● Task description
Looking at the data that follows, count the lines containing the word "elements" and write down only that count.

● Material supplied
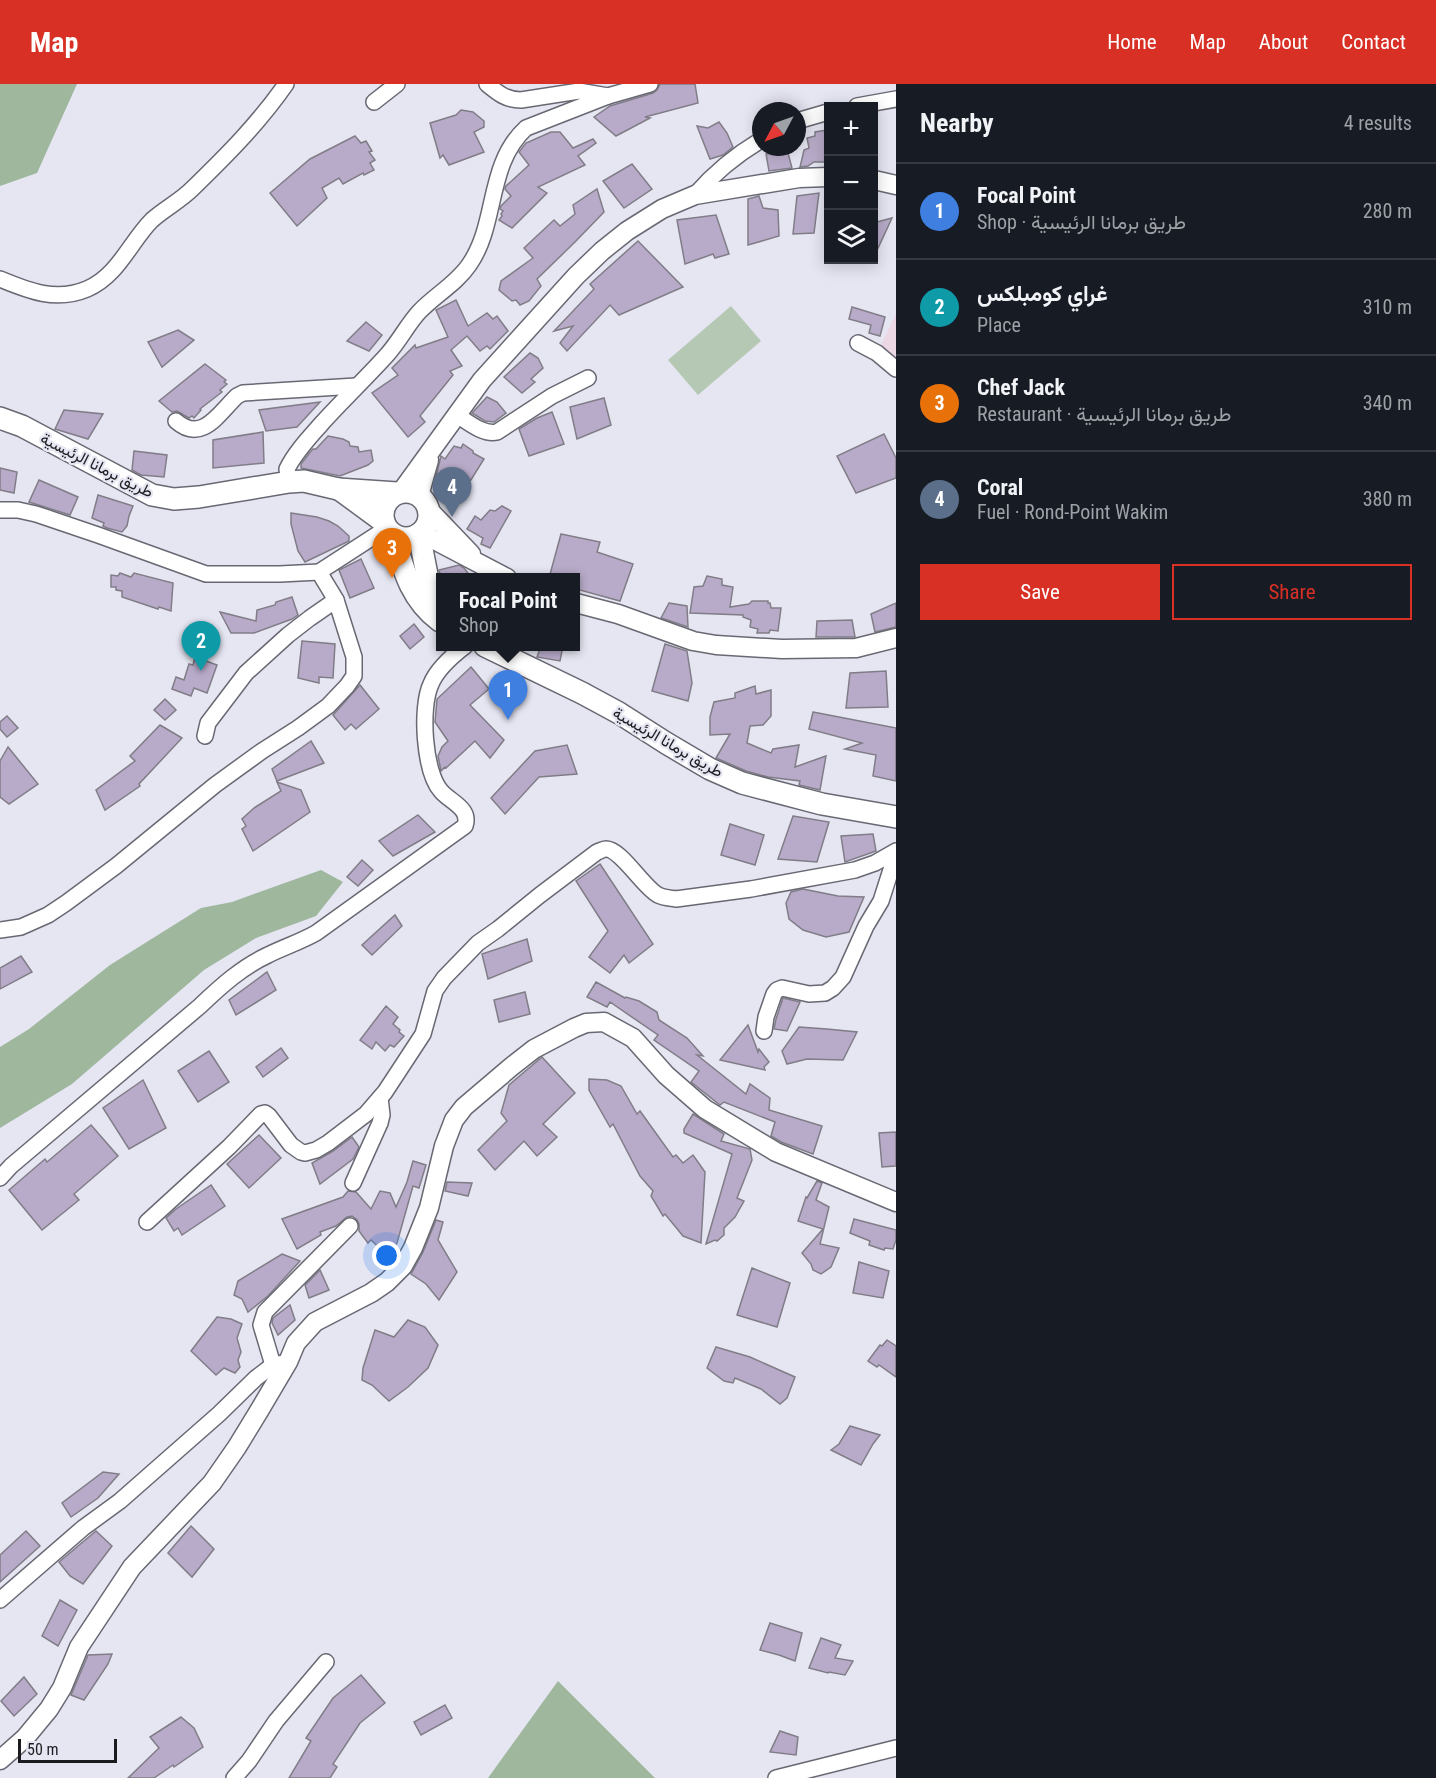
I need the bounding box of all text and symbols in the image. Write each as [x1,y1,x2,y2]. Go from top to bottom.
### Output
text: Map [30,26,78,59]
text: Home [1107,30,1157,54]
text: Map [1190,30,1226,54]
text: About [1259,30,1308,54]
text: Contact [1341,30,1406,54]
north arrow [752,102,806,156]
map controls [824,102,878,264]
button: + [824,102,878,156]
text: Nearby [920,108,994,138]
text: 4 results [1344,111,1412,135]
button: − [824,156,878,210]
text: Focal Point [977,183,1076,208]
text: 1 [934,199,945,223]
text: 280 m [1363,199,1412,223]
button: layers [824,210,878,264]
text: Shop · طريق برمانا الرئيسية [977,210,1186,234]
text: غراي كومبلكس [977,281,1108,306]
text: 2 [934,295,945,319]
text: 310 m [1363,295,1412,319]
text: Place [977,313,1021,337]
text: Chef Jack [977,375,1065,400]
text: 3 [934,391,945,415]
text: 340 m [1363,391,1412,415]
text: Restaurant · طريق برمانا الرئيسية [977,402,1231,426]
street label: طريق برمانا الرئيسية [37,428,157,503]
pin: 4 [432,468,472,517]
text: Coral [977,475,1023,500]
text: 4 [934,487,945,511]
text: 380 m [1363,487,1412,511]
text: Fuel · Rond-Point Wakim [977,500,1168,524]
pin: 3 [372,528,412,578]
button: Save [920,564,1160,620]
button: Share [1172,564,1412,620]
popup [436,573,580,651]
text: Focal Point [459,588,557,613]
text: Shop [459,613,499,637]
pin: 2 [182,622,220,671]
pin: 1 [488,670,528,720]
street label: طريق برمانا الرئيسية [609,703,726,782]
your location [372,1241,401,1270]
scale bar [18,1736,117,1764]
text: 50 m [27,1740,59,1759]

...

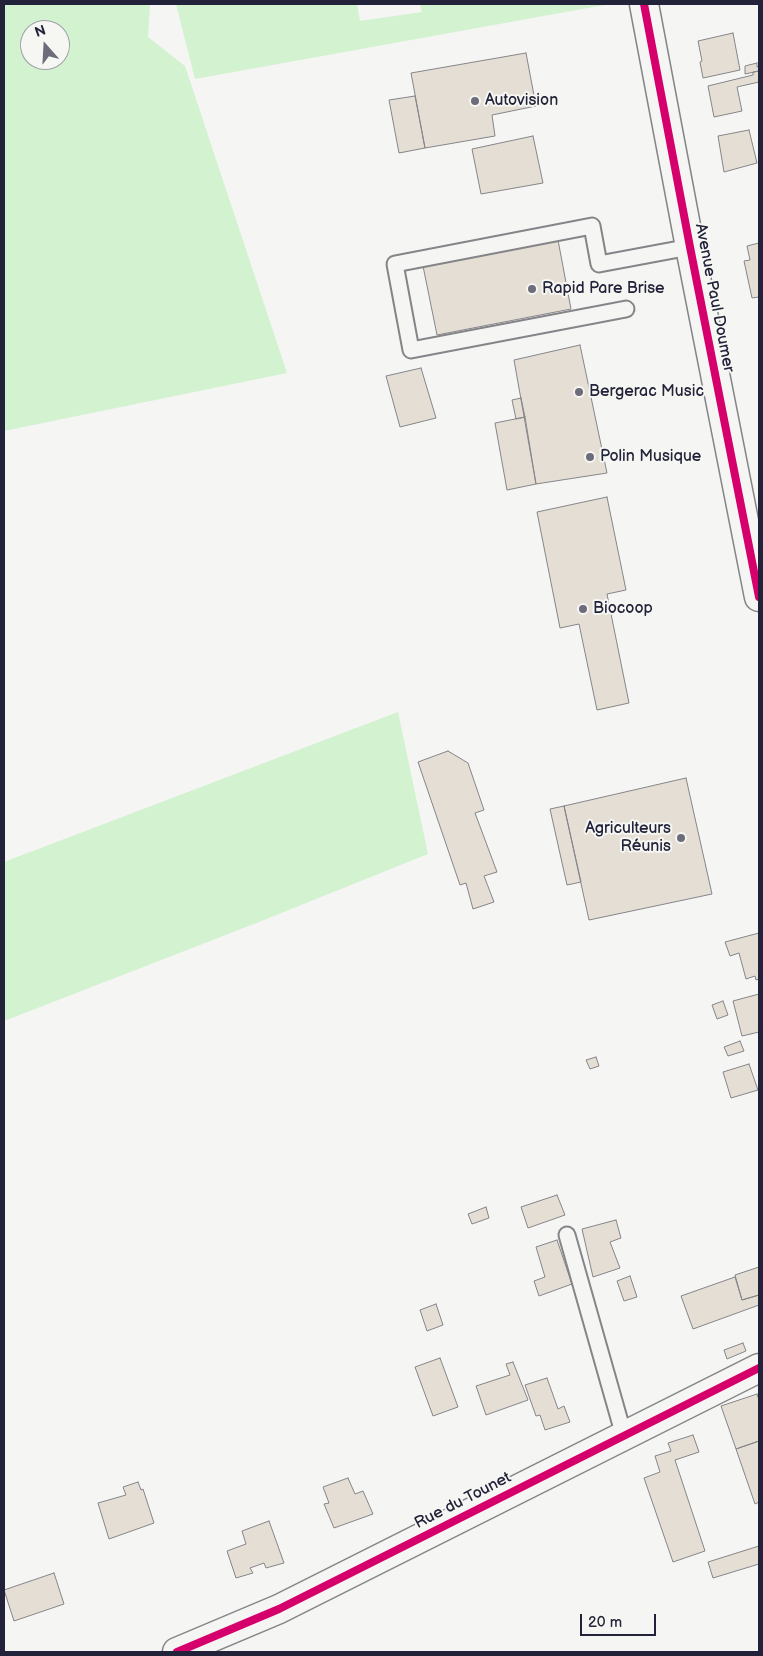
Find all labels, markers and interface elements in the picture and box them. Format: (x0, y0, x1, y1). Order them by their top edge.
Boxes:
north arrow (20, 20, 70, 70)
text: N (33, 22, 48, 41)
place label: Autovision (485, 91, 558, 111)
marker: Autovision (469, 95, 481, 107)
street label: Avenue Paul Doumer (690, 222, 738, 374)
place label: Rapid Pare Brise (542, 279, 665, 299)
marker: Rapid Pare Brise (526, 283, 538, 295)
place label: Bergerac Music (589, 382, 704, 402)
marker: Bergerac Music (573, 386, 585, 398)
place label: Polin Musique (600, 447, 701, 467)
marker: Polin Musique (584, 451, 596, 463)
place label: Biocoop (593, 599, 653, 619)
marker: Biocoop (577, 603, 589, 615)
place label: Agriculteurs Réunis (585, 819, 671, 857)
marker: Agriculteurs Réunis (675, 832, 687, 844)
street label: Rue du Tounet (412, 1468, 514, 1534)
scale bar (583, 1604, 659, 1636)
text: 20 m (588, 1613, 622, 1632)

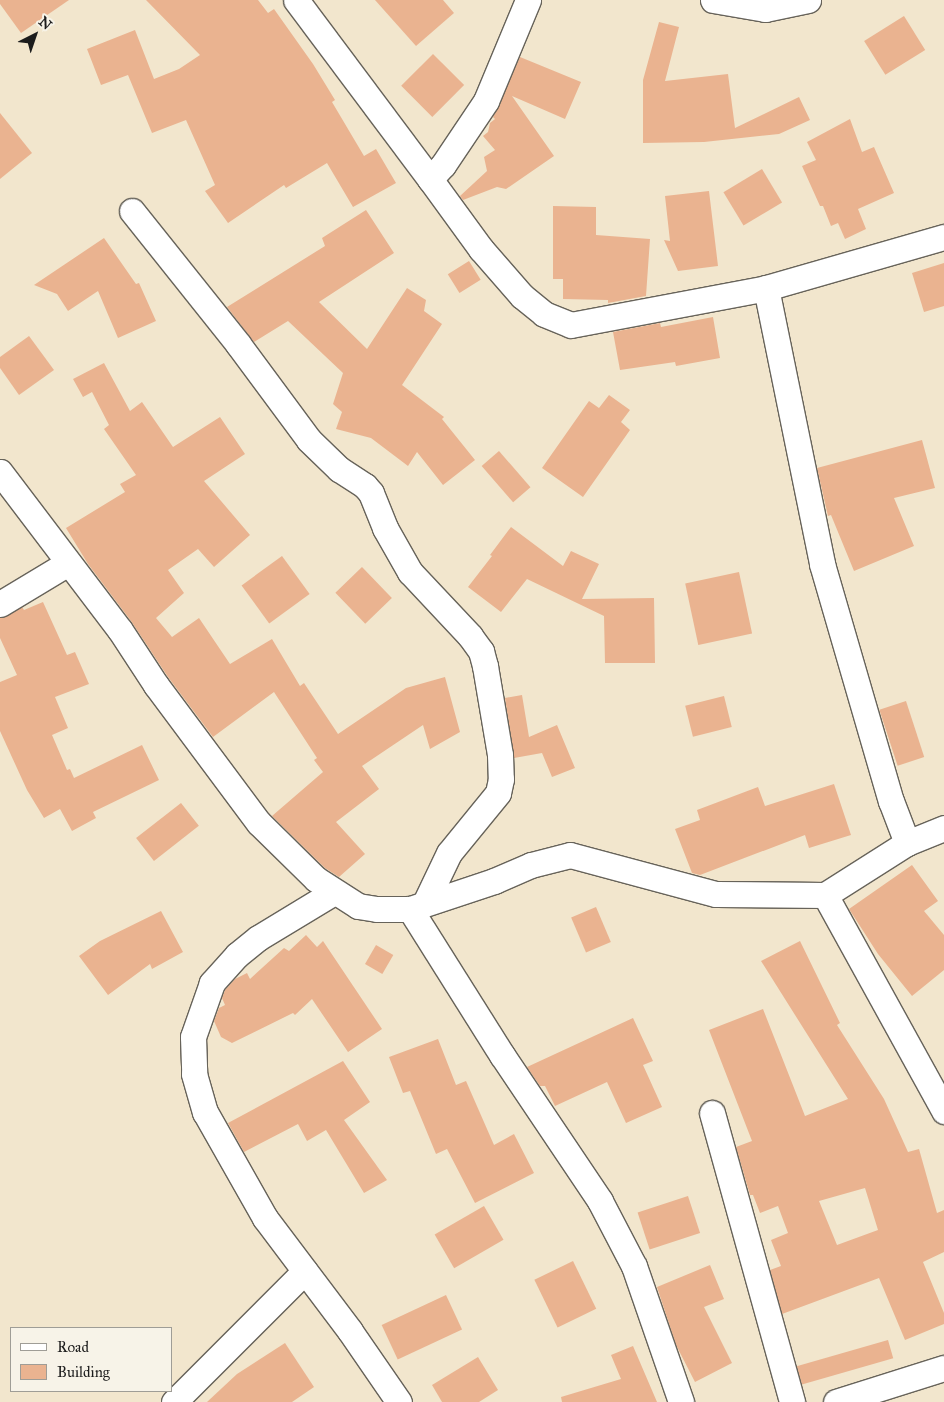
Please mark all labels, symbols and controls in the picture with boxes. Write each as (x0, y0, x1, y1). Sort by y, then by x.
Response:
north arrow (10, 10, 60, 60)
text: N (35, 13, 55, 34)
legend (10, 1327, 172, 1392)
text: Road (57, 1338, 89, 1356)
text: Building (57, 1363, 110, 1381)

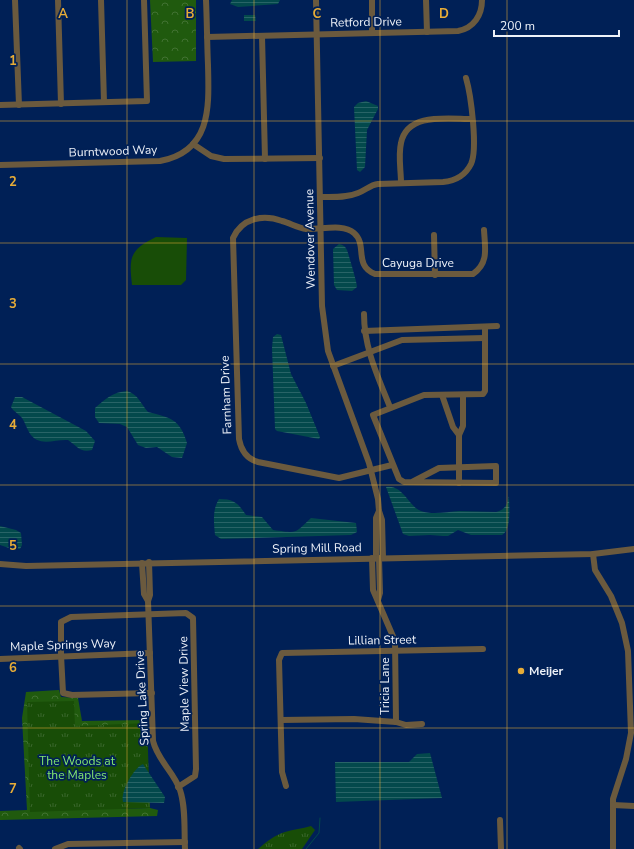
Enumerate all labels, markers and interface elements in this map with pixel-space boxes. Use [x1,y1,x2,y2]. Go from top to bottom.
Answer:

● Completed exercise
2